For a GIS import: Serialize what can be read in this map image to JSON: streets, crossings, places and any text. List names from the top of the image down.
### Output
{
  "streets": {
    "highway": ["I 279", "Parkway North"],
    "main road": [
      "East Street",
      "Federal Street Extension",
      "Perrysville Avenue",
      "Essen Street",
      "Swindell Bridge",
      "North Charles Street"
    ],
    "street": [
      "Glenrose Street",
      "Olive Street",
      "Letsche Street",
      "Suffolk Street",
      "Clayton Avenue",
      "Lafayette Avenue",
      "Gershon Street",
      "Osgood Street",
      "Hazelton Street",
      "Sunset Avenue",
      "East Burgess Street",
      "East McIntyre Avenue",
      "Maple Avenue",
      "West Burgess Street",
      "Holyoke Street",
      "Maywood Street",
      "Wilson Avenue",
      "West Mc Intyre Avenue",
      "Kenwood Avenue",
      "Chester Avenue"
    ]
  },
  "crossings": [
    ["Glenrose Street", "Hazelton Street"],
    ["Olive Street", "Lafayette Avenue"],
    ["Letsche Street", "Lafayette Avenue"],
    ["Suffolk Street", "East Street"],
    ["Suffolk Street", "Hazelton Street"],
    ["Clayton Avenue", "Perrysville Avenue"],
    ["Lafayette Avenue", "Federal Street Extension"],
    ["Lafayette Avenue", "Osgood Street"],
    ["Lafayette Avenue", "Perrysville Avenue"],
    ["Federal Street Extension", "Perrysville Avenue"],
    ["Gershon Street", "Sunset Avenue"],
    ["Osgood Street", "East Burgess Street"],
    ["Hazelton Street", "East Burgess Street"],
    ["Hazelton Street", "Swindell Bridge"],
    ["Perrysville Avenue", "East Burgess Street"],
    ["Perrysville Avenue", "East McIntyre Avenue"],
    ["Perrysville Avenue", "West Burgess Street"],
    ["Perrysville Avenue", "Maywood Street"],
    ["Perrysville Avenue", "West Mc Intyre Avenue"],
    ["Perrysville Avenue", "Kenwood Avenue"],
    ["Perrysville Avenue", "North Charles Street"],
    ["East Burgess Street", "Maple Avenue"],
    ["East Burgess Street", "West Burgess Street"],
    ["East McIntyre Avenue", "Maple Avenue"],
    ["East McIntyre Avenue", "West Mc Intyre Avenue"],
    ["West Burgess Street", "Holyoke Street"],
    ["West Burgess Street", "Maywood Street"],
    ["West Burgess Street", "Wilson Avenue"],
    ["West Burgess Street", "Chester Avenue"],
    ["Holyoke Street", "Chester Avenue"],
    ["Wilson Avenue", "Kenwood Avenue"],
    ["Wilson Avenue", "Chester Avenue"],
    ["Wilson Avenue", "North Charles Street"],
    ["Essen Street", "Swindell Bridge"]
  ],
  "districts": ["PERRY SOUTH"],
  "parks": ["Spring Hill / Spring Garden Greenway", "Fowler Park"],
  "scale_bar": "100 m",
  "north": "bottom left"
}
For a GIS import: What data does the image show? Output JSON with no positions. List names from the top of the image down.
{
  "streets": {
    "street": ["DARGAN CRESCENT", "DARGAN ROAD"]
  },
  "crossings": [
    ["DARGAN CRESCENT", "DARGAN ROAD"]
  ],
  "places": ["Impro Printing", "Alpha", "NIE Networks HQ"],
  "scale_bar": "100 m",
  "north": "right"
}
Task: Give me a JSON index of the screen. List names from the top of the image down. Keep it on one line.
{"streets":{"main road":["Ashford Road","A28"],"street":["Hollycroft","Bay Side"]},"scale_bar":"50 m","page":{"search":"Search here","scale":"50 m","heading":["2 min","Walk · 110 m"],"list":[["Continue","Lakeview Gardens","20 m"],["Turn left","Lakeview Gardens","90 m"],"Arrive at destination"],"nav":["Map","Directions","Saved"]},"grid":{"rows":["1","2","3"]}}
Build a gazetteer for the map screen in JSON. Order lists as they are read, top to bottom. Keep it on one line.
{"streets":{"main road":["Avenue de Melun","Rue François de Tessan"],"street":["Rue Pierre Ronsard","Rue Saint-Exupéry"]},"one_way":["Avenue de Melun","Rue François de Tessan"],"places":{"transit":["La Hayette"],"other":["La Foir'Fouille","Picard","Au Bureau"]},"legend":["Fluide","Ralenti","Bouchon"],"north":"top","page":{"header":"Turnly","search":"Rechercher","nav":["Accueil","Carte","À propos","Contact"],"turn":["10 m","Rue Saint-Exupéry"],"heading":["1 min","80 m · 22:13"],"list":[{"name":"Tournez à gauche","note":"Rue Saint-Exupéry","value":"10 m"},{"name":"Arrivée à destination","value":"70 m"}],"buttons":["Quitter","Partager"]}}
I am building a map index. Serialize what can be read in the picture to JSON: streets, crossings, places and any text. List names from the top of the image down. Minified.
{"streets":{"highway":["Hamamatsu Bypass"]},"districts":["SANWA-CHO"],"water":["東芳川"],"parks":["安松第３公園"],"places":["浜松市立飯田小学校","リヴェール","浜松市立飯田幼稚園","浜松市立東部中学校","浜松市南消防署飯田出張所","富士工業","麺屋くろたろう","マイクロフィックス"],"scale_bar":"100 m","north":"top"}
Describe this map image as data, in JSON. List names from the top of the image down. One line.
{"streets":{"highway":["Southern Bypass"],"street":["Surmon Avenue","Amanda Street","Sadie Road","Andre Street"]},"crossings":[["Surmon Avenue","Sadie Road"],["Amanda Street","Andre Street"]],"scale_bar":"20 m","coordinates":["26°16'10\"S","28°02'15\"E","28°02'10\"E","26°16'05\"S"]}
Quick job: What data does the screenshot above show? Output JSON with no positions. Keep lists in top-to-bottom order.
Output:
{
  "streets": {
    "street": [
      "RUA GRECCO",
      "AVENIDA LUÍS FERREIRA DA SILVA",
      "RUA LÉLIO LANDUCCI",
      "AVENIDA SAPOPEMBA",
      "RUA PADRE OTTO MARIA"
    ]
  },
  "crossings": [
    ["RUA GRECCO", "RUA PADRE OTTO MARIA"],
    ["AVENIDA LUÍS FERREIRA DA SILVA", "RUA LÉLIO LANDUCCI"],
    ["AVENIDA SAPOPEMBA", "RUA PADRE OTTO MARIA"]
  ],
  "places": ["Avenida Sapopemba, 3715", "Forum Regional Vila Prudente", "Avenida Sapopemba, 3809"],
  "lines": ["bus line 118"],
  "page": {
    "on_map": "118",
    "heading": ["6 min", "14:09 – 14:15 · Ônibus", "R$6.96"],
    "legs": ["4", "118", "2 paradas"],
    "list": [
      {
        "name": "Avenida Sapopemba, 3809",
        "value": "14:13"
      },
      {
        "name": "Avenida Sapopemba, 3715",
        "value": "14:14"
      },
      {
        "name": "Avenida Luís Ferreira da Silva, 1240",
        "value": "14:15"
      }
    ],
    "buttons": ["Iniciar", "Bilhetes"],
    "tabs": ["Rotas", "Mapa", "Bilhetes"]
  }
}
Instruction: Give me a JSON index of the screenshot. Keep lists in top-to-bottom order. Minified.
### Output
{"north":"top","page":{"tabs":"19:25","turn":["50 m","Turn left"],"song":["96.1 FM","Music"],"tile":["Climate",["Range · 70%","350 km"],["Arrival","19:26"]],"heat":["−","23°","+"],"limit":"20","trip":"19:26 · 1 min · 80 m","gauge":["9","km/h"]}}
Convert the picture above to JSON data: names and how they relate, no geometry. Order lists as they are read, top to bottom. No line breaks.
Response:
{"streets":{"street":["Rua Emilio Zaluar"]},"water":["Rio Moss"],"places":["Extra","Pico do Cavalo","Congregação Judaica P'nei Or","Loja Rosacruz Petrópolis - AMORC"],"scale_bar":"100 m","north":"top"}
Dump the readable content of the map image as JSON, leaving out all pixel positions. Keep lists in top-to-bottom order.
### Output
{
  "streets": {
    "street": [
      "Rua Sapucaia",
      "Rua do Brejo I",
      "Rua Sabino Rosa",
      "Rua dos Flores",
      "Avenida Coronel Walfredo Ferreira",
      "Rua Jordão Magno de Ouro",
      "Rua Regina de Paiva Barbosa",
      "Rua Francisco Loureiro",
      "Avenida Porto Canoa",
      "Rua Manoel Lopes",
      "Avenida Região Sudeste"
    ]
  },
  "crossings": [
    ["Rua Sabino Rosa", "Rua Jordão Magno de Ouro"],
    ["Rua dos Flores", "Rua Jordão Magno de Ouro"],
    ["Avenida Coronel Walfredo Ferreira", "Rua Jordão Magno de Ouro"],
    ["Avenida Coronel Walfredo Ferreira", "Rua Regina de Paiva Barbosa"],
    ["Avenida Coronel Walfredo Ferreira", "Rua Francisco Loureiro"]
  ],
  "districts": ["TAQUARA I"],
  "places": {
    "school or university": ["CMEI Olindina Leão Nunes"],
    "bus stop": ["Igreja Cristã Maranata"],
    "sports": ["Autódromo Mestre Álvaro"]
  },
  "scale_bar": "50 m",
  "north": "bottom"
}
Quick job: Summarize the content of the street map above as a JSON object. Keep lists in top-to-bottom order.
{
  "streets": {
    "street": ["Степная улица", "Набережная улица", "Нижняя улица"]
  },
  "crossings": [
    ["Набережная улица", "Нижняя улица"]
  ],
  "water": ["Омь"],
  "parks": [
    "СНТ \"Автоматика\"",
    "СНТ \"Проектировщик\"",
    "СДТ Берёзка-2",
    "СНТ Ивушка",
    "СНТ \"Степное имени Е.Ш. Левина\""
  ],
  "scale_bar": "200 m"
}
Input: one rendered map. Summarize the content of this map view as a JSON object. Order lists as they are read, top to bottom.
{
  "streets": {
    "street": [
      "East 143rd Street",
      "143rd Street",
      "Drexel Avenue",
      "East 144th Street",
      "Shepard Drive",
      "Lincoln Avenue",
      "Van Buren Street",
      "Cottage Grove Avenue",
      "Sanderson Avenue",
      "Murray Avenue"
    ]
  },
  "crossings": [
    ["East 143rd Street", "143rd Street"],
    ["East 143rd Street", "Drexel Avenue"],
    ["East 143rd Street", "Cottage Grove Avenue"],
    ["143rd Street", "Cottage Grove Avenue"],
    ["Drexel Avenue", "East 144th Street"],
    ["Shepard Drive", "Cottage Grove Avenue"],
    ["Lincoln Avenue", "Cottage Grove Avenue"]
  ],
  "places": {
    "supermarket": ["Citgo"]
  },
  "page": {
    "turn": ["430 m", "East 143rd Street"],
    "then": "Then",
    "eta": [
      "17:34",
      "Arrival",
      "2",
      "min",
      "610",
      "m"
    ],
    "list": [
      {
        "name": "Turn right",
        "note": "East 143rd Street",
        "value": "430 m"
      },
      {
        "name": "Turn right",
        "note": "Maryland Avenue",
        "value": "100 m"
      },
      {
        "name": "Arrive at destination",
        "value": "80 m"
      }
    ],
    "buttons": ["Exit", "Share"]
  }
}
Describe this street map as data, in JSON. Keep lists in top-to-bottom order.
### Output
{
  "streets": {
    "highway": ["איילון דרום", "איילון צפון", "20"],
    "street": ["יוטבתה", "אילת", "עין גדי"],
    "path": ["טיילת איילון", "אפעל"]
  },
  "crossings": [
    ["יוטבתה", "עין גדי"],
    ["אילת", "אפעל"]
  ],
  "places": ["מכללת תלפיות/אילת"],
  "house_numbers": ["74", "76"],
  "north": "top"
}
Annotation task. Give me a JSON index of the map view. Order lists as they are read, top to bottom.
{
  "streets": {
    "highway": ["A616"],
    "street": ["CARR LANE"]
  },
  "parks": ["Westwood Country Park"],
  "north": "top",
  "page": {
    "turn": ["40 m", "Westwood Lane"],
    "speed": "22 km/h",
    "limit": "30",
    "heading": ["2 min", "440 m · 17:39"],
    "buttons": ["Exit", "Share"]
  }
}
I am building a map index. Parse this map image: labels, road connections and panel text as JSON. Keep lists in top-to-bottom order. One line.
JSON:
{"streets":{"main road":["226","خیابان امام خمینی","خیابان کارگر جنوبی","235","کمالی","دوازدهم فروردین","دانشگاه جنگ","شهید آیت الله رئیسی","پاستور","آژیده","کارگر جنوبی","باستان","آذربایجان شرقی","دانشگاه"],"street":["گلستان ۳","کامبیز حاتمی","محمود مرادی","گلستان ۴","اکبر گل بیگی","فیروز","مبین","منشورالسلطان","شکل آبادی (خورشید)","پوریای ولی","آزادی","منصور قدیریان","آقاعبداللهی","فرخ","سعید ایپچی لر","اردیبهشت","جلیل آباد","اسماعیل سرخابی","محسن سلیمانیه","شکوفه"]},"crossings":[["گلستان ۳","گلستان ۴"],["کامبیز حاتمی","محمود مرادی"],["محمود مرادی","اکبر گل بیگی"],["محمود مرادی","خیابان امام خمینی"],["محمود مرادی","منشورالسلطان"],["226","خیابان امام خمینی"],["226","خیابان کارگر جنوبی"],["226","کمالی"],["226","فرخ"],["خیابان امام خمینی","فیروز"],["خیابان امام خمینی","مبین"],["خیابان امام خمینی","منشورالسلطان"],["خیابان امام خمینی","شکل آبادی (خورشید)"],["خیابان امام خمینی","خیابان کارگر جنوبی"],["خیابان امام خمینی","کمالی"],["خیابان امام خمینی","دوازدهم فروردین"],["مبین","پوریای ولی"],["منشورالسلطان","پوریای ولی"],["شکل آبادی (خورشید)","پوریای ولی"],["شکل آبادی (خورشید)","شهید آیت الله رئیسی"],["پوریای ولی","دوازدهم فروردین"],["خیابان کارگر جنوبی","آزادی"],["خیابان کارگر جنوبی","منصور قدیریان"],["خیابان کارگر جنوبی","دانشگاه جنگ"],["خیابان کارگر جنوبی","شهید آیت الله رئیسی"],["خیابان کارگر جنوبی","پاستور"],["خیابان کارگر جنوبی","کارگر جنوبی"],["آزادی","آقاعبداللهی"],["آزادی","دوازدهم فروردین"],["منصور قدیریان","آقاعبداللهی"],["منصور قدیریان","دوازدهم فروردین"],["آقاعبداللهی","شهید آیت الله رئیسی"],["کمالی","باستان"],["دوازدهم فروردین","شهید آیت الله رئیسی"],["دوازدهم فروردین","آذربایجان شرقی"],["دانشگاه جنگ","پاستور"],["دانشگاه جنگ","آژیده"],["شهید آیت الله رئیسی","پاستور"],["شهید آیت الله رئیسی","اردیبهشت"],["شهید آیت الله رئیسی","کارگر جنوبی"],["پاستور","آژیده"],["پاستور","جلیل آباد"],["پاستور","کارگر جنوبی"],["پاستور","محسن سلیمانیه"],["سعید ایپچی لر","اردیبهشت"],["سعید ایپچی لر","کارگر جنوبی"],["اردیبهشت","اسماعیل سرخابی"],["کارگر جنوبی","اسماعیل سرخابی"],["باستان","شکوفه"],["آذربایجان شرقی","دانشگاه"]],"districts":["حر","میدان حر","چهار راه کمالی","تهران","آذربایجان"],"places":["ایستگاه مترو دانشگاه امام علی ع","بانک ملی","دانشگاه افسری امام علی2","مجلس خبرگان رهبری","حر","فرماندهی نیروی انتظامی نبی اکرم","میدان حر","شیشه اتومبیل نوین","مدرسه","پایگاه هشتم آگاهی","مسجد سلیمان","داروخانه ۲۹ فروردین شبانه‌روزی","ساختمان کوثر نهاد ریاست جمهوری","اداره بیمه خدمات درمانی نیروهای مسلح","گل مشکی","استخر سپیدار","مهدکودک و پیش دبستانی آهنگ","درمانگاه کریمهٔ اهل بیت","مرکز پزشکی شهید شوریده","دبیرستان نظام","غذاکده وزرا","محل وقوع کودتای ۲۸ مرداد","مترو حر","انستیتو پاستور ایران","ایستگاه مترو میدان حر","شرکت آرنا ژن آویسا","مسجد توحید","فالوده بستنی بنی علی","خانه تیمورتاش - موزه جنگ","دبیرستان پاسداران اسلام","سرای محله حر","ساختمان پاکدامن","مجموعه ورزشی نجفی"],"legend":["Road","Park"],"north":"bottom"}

Exercise description: Every line above in which the word "Bilhetes" occurs is to be copied.

Result for this exercise:
    "buttons": ["Iniciar", "Bilhetes"],
    "tabs": ["Rotas", "Mapa", "Bilhetes"]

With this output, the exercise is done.